**EXERCISE GOAL**
Go through the entries below and print, exactly, the lines starting at the one with "display:flex; justify-content:space-between; align-items:center;" and ending at the one with "margin:0; font-size:16px; white-space:nowrap;", keeping both ends and no others.

+++ SUPPLIED RECORDS

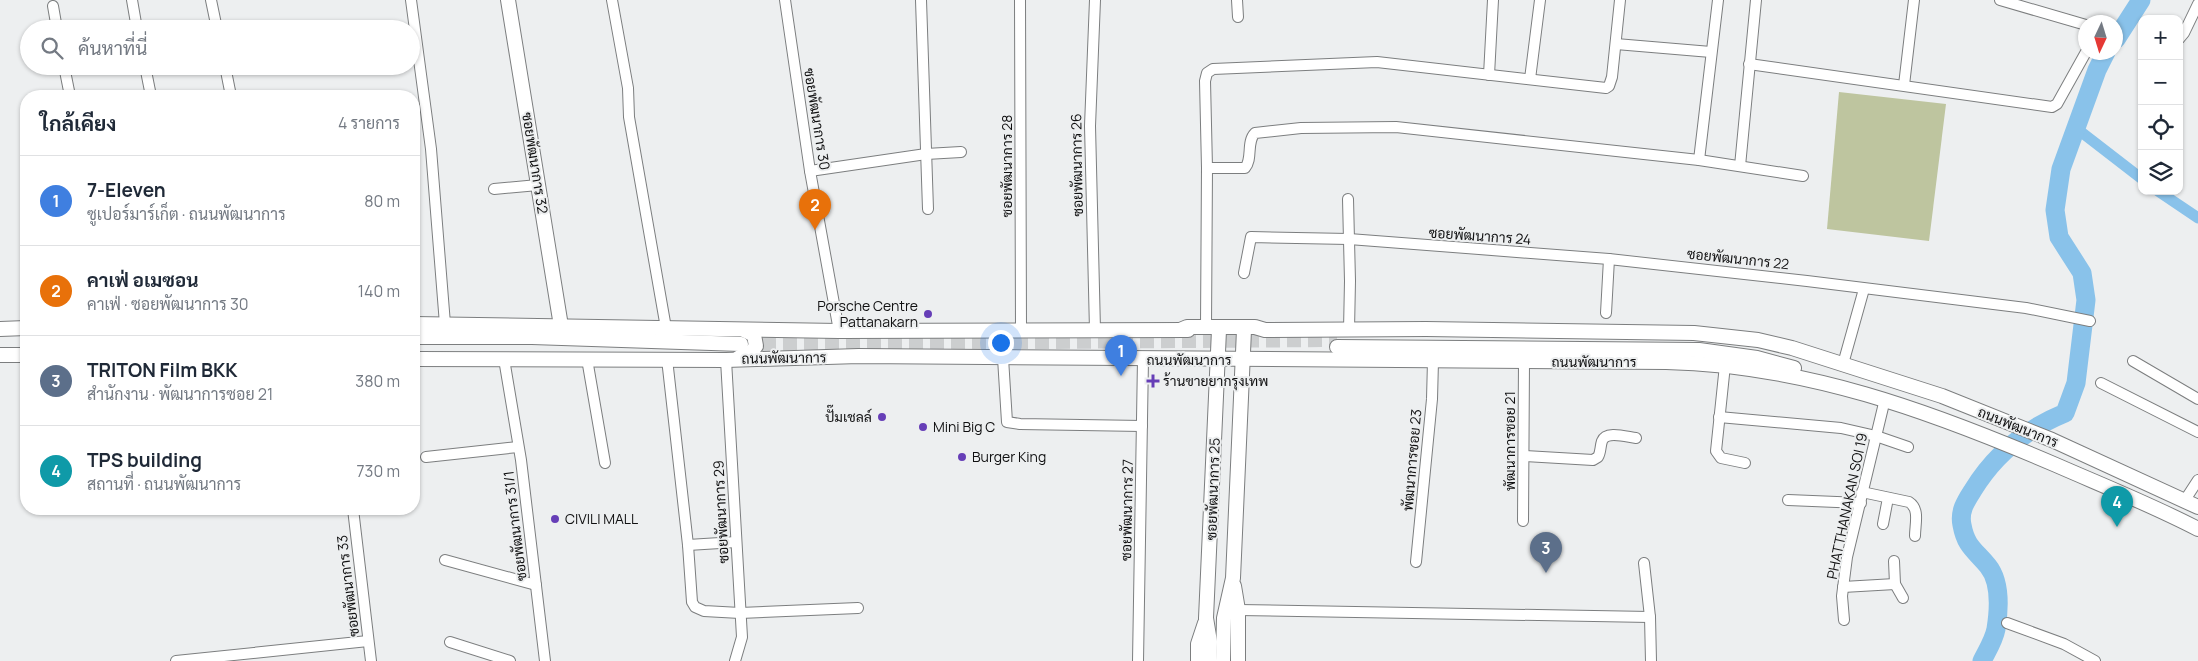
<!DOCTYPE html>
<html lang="th">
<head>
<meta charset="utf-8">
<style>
	:root { --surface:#fff; --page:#f2f2f3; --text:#1f2937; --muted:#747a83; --line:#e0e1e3; --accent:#111827 }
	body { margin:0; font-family:Manrope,Sarabun,sans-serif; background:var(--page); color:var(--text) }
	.controls { position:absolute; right:15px; top:15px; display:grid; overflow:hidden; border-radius:10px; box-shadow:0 1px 4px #0004 }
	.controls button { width:45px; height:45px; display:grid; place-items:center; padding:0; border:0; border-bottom:1px solid var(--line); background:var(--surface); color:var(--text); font:25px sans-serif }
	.compass { position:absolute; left:2078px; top:15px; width:45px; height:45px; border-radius:50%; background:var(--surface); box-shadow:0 1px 4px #0004; rotate:184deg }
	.you { position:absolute; left:1000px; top:342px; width:18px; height:18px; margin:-12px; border:4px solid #fff; border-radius:50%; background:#1a73e8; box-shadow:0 0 0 8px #1a73e833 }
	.badge { display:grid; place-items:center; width:32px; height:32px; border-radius:50%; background:var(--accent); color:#fff; font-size:16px; font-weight:700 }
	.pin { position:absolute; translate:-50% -41px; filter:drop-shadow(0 1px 2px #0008) }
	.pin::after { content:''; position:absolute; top:26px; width:18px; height:15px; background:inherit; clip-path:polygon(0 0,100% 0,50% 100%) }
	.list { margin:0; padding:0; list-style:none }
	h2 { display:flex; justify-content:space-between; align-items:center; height:65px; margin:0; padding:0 20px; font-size:21px }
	h2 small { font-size:16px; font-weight:400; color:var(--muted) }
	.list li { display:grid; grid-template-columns:32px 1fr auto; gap:15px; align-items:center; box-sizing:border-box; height:90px; padding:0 20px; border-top:1px solid var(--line) }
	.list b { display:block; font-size:19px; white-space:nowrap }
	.list p { margin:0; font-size:16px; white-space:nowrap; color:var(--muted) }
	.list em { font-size:16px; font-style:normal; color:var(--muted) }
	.icon { flex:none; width:28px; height:28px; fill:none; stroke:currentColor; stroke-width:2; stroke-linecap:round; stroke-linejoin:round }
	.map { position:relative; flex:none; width:2198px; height:661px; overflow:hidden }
	.search { position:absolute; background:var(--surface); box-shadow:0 1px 4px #0004; left:20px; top:20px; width:400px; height:55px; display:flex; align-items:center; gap:12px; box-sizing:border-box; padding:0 18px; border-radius:28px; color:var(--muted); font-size:19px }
	.panel { position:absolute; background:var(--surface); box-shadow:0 1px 4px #0004; left:20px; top:90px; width:400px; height:425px; border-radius:20px }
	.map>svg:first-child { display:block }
	.green { fill:#bec59f }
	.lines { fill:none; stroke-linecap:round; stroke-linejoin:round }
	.canal { stroke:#89c2ea; stroke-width:11 }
	.river { stroke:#89c2ea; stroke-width:19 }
	.secondary-tunnel { stroke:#cccecf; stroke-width:14; stroke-dasharray:14 7; stroke-linecap:butt }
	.street-casing { stroke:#7c7e7f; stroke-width:12 }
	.secondary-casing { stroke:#7c7e7f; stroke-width:16 }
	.street { stroke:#fff; stroke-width:10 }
	.secondary { stroke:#fff; stroke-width:14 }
	.poi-dot { fill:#663eb7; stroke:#edeff0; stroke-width:2 }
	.labels { text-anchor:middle; stroke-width:4; stroke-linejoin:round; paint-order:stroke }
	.street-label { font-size:14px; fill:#101011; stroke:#edeff0 }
	.poi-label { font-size:14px; fill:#101011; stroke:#edeff0; text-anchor:start }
</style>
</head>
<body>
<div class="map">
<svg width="2198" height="661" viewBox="0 0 2198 661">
	<rect width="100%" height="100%" fill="#edeff0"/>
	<!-- green -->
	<path class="green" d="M 1839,92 L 1946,104 L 1929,241 L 1827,229 Z"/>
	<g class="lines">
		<!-- canal -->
		<g class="canal">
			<path d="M 2076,128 L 2142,179"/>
			<path d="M 2158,191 L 2198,218"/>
		</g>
		<!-- river -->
		<g class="river">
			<path d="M 2116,39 L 2141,0"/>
			<path d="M 1982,661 C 1987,651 1994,640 1996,629 C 1999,610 2001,582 1988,566 C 1975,550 1966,547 1962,525 C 1959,511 1966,501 1973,490 C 1995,454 2026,429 2065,413 L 2076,383 L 2086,300 L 2082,273 L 2059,237 L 2055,210 L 2061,169 L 2097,70 L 2106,52"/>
		</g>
		<!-- secondary-tunnel -->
		<path class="secondary-tunnel" d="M 741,344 L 1337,340"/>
		<!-- street casing -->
		<g class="street-casing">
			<g id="street">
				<path d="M 132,0 L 137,29"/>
				<path d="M 211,0 L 217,29"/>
				<path d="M 411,0 L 431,149 L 445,324"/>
				<path d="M 612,0 L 628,88 L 629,117 L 666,328"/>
				<path d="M 785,0 L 810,171 L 839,331"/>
				<path d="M 921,0 L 928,209"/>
				<path d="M 1020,0 L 1021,331"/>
				<path d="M 1095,0 L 1090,126 L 1095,330"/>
				<path d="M 1237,0 L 1238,17"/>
				<path d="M 2000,0 L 2086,25"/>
				<path d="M 53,6 L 57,29"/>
				<path d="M 2179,39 L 2184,33 L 2198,4"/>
				<path d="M 1616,44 L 1711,52"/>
				<path d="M 1749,64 L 2052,107 L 2057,104 L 2086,52"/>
				<path d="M 64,66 L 70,96"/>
				<path d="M 145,66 L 151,96"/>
				<path d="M 225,66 L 231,96"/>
				<path d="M 1489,75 L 1493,0"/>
				<path d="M 1530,79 L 1540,0"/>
				<path d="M 1904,85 L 1914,0"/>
				<path d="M 1699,160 L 1718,0"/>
				<path d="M 1740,166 L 1756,0"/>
				<path d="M 1207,168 L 1205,81 L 1207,73 L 1213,69 L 1377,62 L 1606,88 L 1609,86 L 1612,77 L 1620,0"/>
				<path d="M 810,171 L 926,154 L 961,152"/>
				<path d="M 494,189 L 538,185"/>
				<path d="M 1348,199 L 1350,281 L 1349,330"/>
				<path d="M 1244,273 L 1251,237 L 1349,239 L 1609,259 L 1807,281 L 2026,308 L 2090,321"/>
				<path d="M 1606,313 L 1609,259"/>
				<path d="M 1206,327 L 1207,168 L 1245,168 C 1253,159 1246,142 1255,133 L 1301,128 L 1396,127 L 1699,160 L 1803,176"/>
				<path d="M 1003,358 L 1007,422 L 1020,424 L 1142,426"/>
				<path d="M 504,359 L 521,460 L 545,661"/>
				<path d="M 587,359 L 605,463"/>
				<path d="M 667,359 L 688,545 L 692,602 L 695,607 L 704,611 L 740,613 L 858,608"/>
				<path d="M 726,360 L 742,637 L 735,661"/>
				<path d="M 2133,361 L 2198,399"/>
				<path d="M 1843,364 L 1864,289"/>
				<path d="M 1725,365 L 1716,451 L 1721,458 L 1745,463"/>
				<path d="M 2101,383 L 2198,432"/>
				<path d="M 1719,417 L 1841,428 L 1876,436 L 1908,447"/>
				<path d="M 1525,456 L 1593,460 L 1598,457 C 1601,452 1600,447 1602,441 C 1606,430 1627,437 1636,438"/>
				<path d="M 426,457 L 518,447"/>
				<path d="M 1862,492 L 1909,502 C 1920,509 1915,524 1915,536"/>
				<path d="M 1788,500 L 1861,503"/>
				<path d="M 2185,500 L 2198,480"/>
				<path d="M 353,509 L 371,661"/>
				<path d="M 1523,521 L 1524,362"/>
				<path d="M 1883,524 L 1888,498"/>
				<path d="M 688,545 L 736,542"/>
				<path d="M 445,560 L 536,585"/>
				<path d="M 1894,561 L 1895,584 L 1903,598"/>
				<path d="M 1416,562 L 1432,399 L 1433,361"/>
				<path d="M 1644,563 L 1650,617 L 1651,661"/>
				<path d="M 1843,587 L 1895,584"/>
				<path d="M 1238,610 L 1650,617"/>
				<path d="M 1844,620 L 1842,596 L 1847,557 L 1885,399"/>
				<path d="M 2007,623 L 2064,644 L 2095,661"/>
				<path d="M 450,642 L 510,661"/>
				<path d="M 176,661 L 368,641"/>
				<path d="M 1138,661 L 1143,359"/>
			</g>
		</g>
		<!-- secondary casing -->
		<g class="secondary-casing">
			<g id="secondary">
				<path d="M 508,0 L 561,326"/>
				<path d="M 414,324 L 839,331 L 1188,330"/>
				<path d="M 0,329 L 26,328"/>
				<path d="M 1180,330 L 1187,327 L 1255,327 L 1265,330 L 1426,329 L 1694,333 L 1758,340 L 1792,348 L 1942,396 L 2052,440 L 2198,507"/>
				<path d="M 414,337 L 532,337 L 741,344"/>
				<path d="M 1337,347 L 1699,350 L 1757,358 L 1794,368"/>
				<path d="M 0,355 L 26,355"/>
				<path d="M 738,358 L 752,351 L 756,346 L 754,335 L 744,330"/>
				<path d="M 414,359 L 726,360 L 859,356 L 1666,362 C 1805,365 1930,411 2056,465 C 2104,486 2152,505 2198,529"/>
				<path d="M 1234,586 L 1238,610 L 1238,661"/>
				<path d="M 1198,661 L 1198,644 L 1205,623"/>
				<path d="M 1209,661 L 1210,642 L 1206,618 L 1219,330"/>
				<path d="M 1223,661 L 1224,618 L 1233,578 L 1244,330"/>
			</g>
		</g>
		<!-- street -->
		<use href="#street" class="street"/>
		<!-- secondary -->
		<use href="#secondary" class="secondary"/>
	</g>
	<!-- markers -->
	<g class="poi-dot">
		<circle cx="928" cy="314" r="5"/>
		<path d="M1150.5 373.5h5v5h5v5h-5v5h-5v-5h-5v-5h5z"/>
		<circle cx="882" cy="417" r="5"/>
		<circle cx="923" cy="427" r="5"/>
		<circle cx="962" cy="457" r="5"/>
		<circle cx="555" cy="519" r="5"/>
	</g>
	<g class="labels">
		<!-- street labels -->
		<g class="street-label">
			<text transform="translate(817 119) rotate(81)" y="5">ซอยพัฒนาการ 30</text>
			<text transform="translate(535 163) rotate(81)" y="5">ซอยพัฒนาการ 32</text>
			<text transform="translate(1077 165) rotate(-91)" y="5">ซอยพัฒนาการ 26</text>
			<text transform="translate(1007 166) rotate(-90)" y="5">ซอยพัฒนาการ 28</text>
			<text transform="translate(1480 236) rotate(4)" y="5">ซอยพัฒนาการ 24</text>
			<text transform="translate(1738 259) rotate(6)" y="5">ซอยพัฒนาการ 22</text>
			<text transform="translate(784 358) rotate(-1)" y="5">ถนนพัฒนาการ</text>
			<text x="1189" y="365">ถนนพัฒนาการ</text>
			<text x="1594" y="367">ถนนพัฒนาการ</text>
			<text transform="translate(2018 427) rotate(22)" y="5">ถนนพัฒนาการ</text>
			<text transform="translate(1510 441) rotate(-90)" y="5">พัฒนาการซอย 21</text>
			<text transform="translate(1412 460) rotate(-85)" y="5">พัฒนาการซอย 23</text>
			<text transform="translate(1213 489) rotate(-88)" y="5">ซอยพัฒนาการ 25</text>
			<text transform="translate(1847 506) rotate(-78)" y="5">PHATTHANAKAN SOI 19</text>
			<text transform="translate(1127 510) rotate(-89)" y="5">ซอยพัฒนาการ 27</text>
			<text transform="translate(721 512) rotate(-93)" y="5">ซอยพัฒนาการ 29</text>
			<text transform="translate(515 526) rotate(-97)" y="5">ซอยพัฒนาการ 31/1</text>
			<text transform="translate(348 586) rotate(-97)" y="5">ซอยพัฒนาการ 33</text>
		</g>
		<!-- poi labels -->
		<g class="poi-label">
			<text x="918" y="311" text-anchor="end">Porsche Centre<tspan x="918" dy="16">Pattanakarn</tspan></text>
			<text x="1163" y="386">ร้านขายยากรุงเทพ</text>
			<text x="872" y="422" text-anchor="end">ปั๊มเชลล์</text>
			<text x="933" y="432">Mini Big C</text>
			<text x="972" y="462">Burger King</text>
			<text x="565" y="524">CIVILI MALL</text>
		</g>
	</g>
</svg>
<div class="controls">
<button>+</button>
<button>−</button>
<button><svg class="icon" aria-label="locate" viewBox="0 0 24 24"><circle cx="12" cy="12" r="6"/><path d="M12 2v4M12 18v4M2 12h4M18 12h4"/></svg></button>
<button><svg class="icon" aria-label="layers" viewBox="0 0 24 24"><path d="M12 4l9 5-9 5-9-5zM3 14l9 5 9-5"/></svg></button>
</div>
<svg class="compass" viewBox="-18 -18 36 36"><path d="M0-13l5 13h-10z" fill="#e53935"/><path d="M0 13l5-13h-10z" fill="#747a83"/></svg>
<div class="you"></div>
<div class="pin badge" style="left:1121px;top:376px;background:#3f7fe0">1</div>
<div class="pin badge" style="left:815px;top:230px;background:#e8710a">2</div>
<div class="pin badge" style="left:1546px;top:573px;background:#5c6f8a">3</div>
<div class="pin badge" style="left:2117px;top:527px;background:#0f9aa8">4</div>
<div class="search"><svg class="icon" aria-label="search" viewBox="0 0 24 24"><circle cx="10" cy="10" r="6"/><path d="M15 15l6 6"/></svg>ค้นหาที่นี่</div>
<section class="panel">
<h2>ใกล้เคียง<small>4 รายการ</small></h2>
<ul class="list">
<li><span class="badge" style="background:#3f7fe0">1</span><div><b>7-Eleven</b><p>ซูเปอร์มาร์เก็ต · ถนนพัฒนาการ</p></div><em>80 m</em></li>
<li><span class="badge" style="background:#e8710a">2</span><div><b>คาเฟ่ อเมซอน</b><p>คาเฟ่ · ซอยพัฒนาการ 30</p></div><em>140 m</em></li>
<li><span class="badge" style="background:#5c6f8a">3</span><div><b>TRITON Film BKK</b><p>สำนักงาน · พัฒนาการซอย 21</p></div><em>380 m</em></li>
<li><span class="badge" style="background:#0f9aa8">4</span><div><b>TPS building</b><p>สถานที่ · ถนนพัฒนาการ</p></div><em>730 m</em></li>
</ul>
</section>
</div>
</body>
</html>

++++++

**RESULT**
	h2 { display:flex; justify-content:space-between; align-items:center; height:65px; margin:0; padding:0 20px; font-size:21px }
	h2 small { font-size:16px; font-weight:400; color:var(--muted) }
	.list li { display:grid; grid-template-columns:32px 1fr auto; gap:15px; align-items:center; box-sizing:border-box; height:90px; padding:0 20px; border-top:1px solid var(--line) }
	.list b { display:block; font-size:19px; white-space:nowrap }
	.list p { margin:0; font-size:16px; white-space:nowrap; color:var(--muted) }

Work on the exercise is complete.